Il tira sur les bords du tissu et je soulevais légèrement mes fesses pour qu’il puisse ôter cette culotte qui le gênait. Il m’offrit le plus merveilleux des cunni de ma vie. Enfin, c’était le ressenti à ce moment-là. Même après que j’eus joui dans sa bouche, il continua à me lécher amoureusement jusqu’à un second orgasme. Il prit ensuite tout son temps pour nettoyer mes cuisses, mon sexe, de toute trace suspecte. Il aurait pu continuer encore longtemps si des cris de joie ne venaient d’éclater dans la grande salle. Il était minuit et chacun souhaitait une bonne année à sa famille, ses voisins. Mon année venait de débuter par un splendide orgasme et j’en remerciais l’auteur. Il alla rejoindre sa femme, ses enfants pendant que je finissais de m’habiller. Je souhaitais également mes meilleurs vœux à mes parents, à Denise et à sa famille. À Germain et à Mireille. Je fis le tour de la salle pour faire de même avec Fernand et Gisèle, ainsi que Fabienne. Je croisais Mr Nourry et sa femme, il me tint serrée contre lui un peu trop longtemps mais j’appréciais. Pareil avec Mr Jonathan qui, lui, osa poser sa main sur mes fesses. Je retrouvais un peu plus loin Mr Renaudin et sa femme. Et leur fille que je ne connaissais pas vraiment. Cela faisait longtemps qu’elle avait quitté le village. Mr Renaudin posa tendrement sa main sur mon épaule lorsqu’il me présenta sa fille, et son mari. Celui-ci n’eut aucun regard vers moi. Il était, par contre, subjugué par la beauté de sa belle-mère. Il n’avait d’yeux que pour elle et son décolleté, lorsque sa femme ne pouvait le voir faire. Sa femme me regarda d’un air suspicieux, comme si elle lisait en moi que j’avais une relation particulière avec son papa. Mais elle aussi me serra dans ses bras un peu plus longtemps que nécessaire. Je fus invitée à leur table et elle me posa plein de questions sur ce que je voulais faire plus tard. Elle semblait très intéressée que je veuille continuer des études.

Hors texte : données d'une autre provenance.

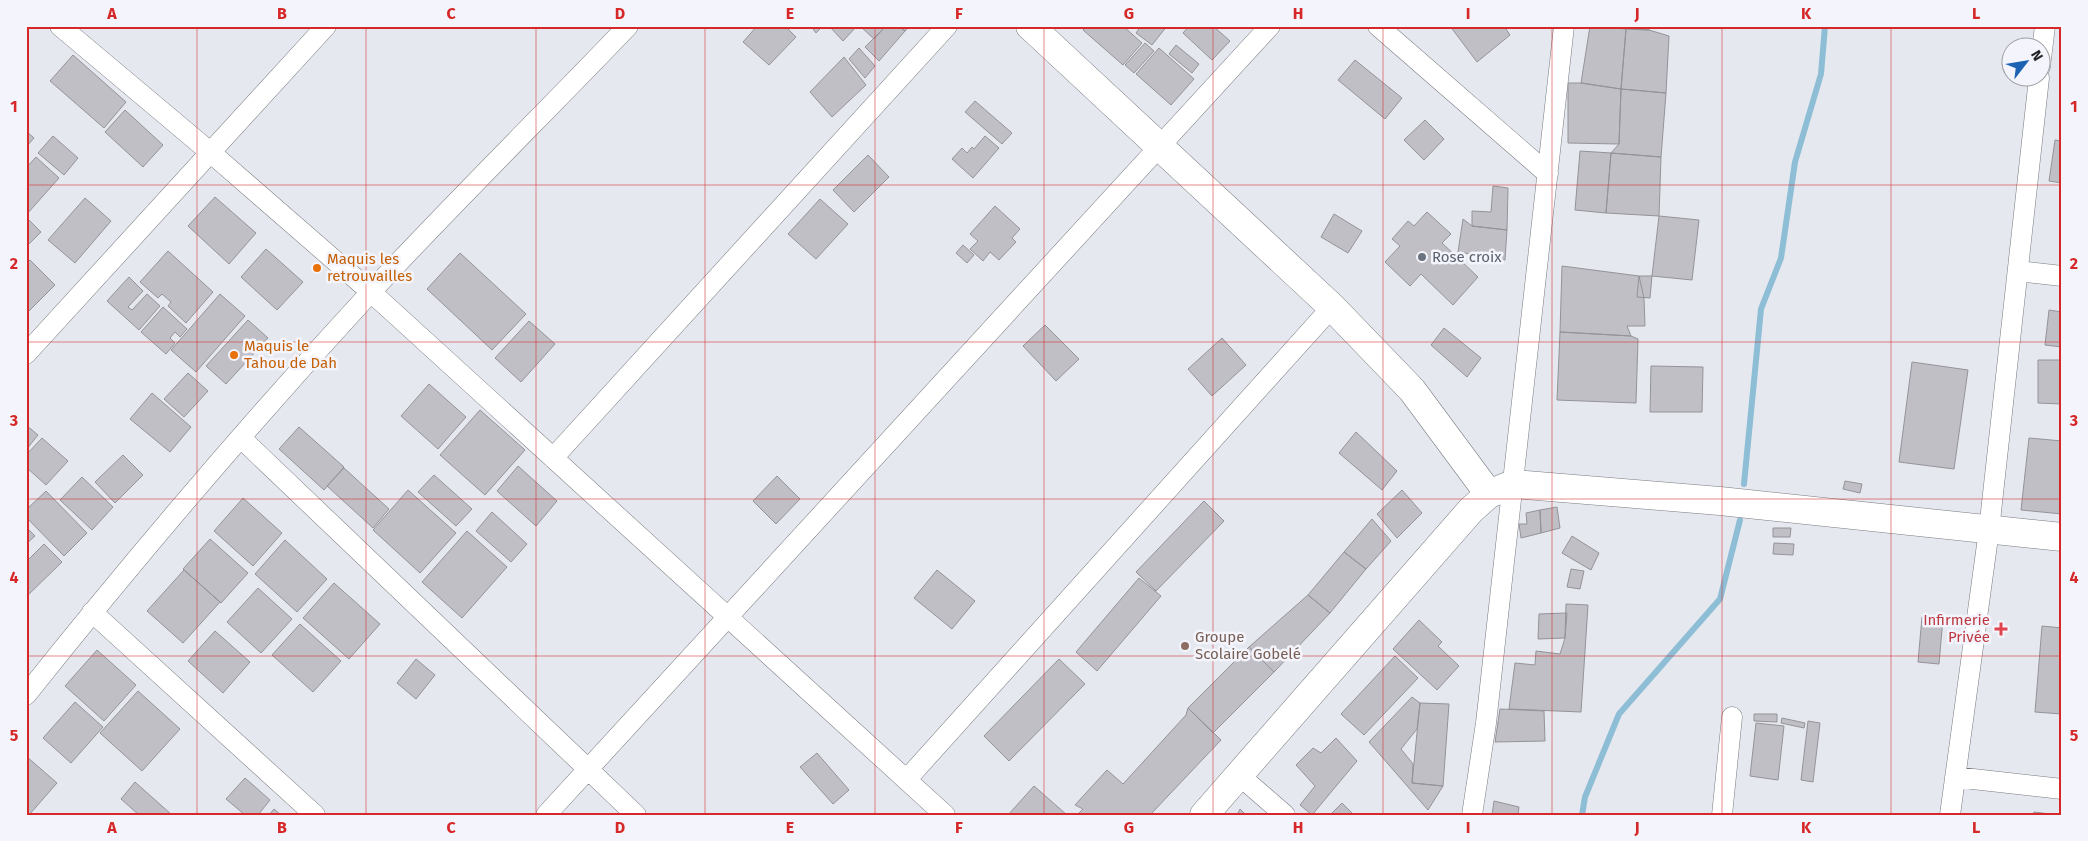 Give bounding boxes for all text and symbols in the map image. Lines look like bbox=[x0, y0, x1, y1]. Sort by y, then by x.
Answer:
text: A bbox=[106, 4, 117, 23]
text: B bbox=[277, 4, 287, 23]
text: C bbox=[446, 4, 456, 23]
text: D bbox=[615, 4, 625, 23]
text: E bbox=[786, 4, 794, 23]
text: F bbox=[955, 4, 963, 23]
text: G bbox=[1124, 4, 1134, 23]
text: H bbox=[1293, 4, 1303, 23]
text: I bbox=[1466, 4, 1470, 23]
text: J bbox=[1633, 4, 1640, 23]
text: K bbox=[1801, 4, 1812, 23]
text: L bbox=[1972, 4, 1980, 23]
north arrow bbox=[2000, 38, 2050, 88]
text: N bbox=[2027, 47, 2046, 64]
text: 1 bbox=[10, 97, 18, 116]
text: 1 bbox=[2070, 97, 2078, 116]
place label: Rose croix bbox=[1432, 248, 1502, 266]
place label: Maquis les retrouvailles bbox=[327, 250, 412, 285]
marker: Rose croix bbox=[1416, 251, 1428, 263]
text: 2 bbox=[10, 254, 18, 273]
text: 2 bbox=[2070, 254, 2078, 273]
marker: Maquis les retrouvailles bbox=[311, 262, 323, 274]
place label: Maquis le Tahou de Dah bbox=[244, 337, 337, 372]
marker: Maquis le Tahou de Dah bbox=[228, 349, 240, 361]
text: 3 bbox=[9, 411, 18, 430]
text: 3 bbox=[2069, 411, 2078, 430]
text: 4 bbox=[9, 568, 19, 587]
text: 4 bbox=[2069, 568, 2079, 587]
place label: Infirmerie Privée bbox=[1923, 611, 1990, 646]
marker: Infirmerie Privée bbox=[1994, 622, 2008, 636]
place label: Groupe Scolaire Gobelé bbox=[1195, 628, 1301, 663]
marker: Groupe Scolaire Gobelé bbox=[1179, 640, 1191, 652]
text: 5 bbox=[10, 726, 19, 745]
text: 5 bbox=[2070, 726, 2079, 745]
text: A bbox=[106, 818, 117, 837]
text: B bbox=[277, 818, 287, 837]
text: C bbox=[446, 818, 456, 837]
text: D bbox=[615, 818, 625, 837]
text: E bbox=[786, 818, 794, 837]
text: F bbox=[955, 818, 963, 837]
text: G bbox=[1124, 818, 1134, 837]
text: H bbox=[1293, 818, 1303, 837]
text: I bbox=[1466, 818, 1470, 837]
text: J bbox=[1633, 818, 1640, 837]
text: K bbox=[1801, 818, 1812, 837]
text: L bbox=[1972, 818, 1980, 837] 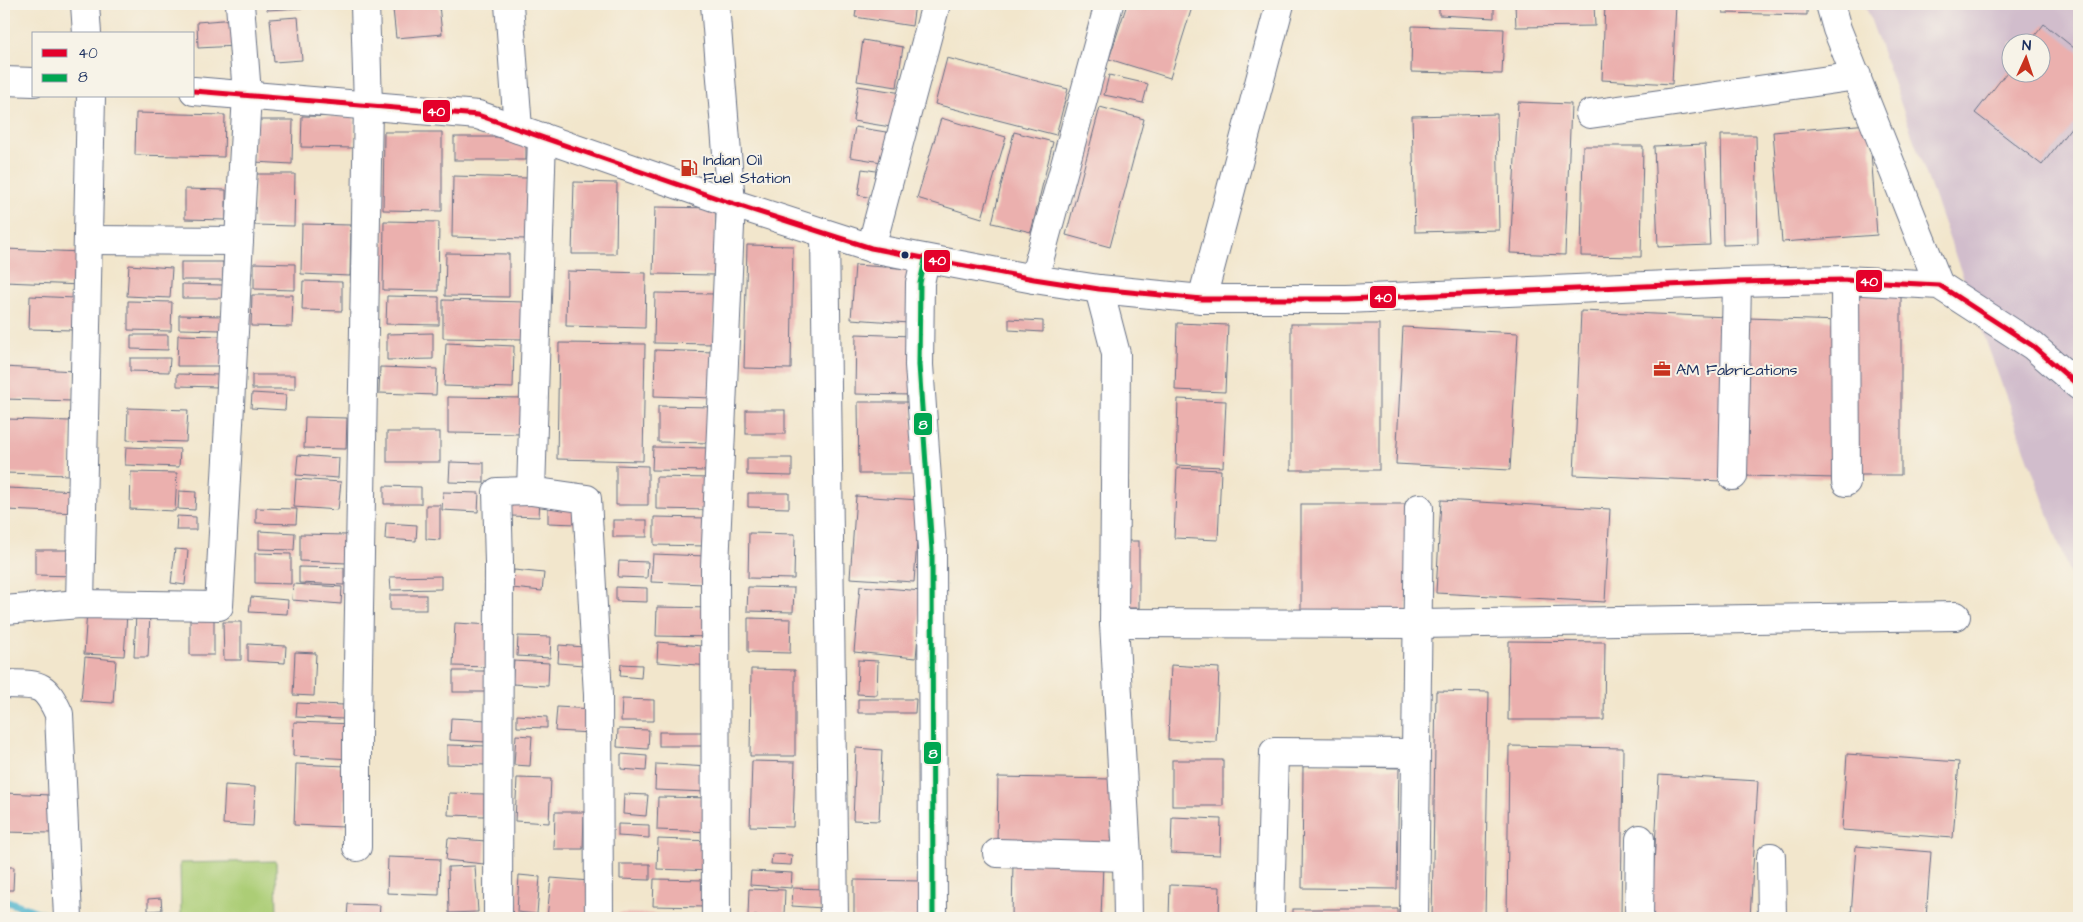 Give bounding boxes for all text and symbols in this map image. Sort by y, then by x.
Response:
legend [32,32,195,98]
north arrow [2000,32,2050,82]
text: N [2022,36,2032,56]
text: 40 [78,43,98,64]
text: 8 [78,67,88,88]
line badge: 40 [422,99,451,123]
text: 40 [427,102,445,122]
place label: Indian Oil Fuel Station [703,149,791,189]
fuel station icon: Indian Oil Fuel Station [679,158,699,178]
line badge: 40 [923,249,951,273]
unlabelled marker [900,250,910,260]
text: 40 [928,251,946,271]
line badge: 40 [1855,269,1883,293]
text: 40 [1860,272,1878,292]
line badge: 40 [1369,285,1397,309]
text: 40 [1374,288,1392,308]
office icon: AM Fabrications [1652,359,1672,379]
place label: AM Fabrications [1676,359,1798,381]
line badge: 8 [913,412,933,436]
text: 8 [918,415,928,435]
line badge: 8 [923,741,942,765]
text: 8 [928,744,938,764] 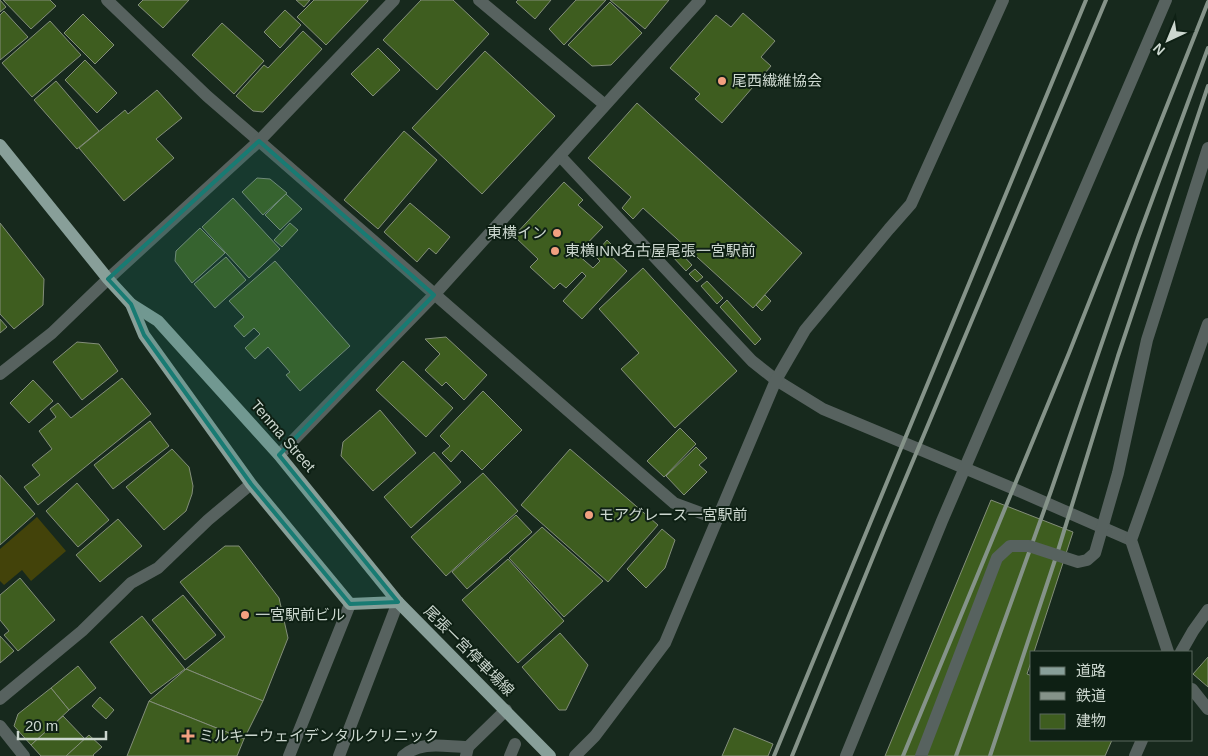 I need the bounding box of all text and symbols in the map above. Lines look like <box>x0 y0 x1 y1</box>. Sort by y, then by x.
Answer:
north arrow <box>1143 15 1193 65</box>
text: N <box>1150 40 1168 59</box>
place label: 尾西繊維協会 <box>732 72 822 89</box>
marker: 尾西繊維協会 <box>716 75 728 87</box>
place label: 東横イン <box>487 224 547 241</box>
marker: 東横イン <box>551 227 563 239</box>
place label: 東横INN名古屋尾張一宮駅前 <box>565 242 756 259</box>
marker: 東横INN名古屋尾張一宮駅前 <box>549 245 561 257</box>
street label: Tenma Street <box>248 396 320 476</box>
place label: モアグレース一宮駅前 <box>599 506 748 523</box>
marker: モアグレース一宮駅前 <box>583 509 595 521</box>
street label: 尾張一宮停車場線 <box>421 602 518 699</box>
place label: 一宮駅前ビル <box>255 606 345 623</box>
marker: 一宮駅前ビル <box>239 609 251 621</box>
legend <box>1030 651 1193 741</box>
text: 道路 <box>1076 662 1106 679</box>
text: 鉄道 <box>1076 687 1106 704</box>
scale bar <box>18 708 105 740</box>
text: 建物 <box>1076 712 1106 729</box>
text: 20 m <box>25 717 58 734</box>
place label: ミルキーウェイデンタルクリニック <box>199 727 439 744</box>
marker: ミルキーウェイデンタルクリニック <box>181 729 195 743</box>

L’habitude, dans nos villages, à cette époque, était plutôt de trouver un bon mari, avoir des enfants et pouvoir les élever dignement, comme nos parents nous avaient appris. C’est elle-même qui m’apprit qu’elle attendait un enfant pour l’été prochain, précisant qu’elle avait fini ses études et trouvé un excellent poste. Son mari travaillait dans la publicité, elle dans l’immobilier de luxe. C’est d’ailleurs elle-même qui avait déniché le magnifique appartement qu’ils occupaient actuellement. Elle ne cessait de me parler d’elle, de sa vie.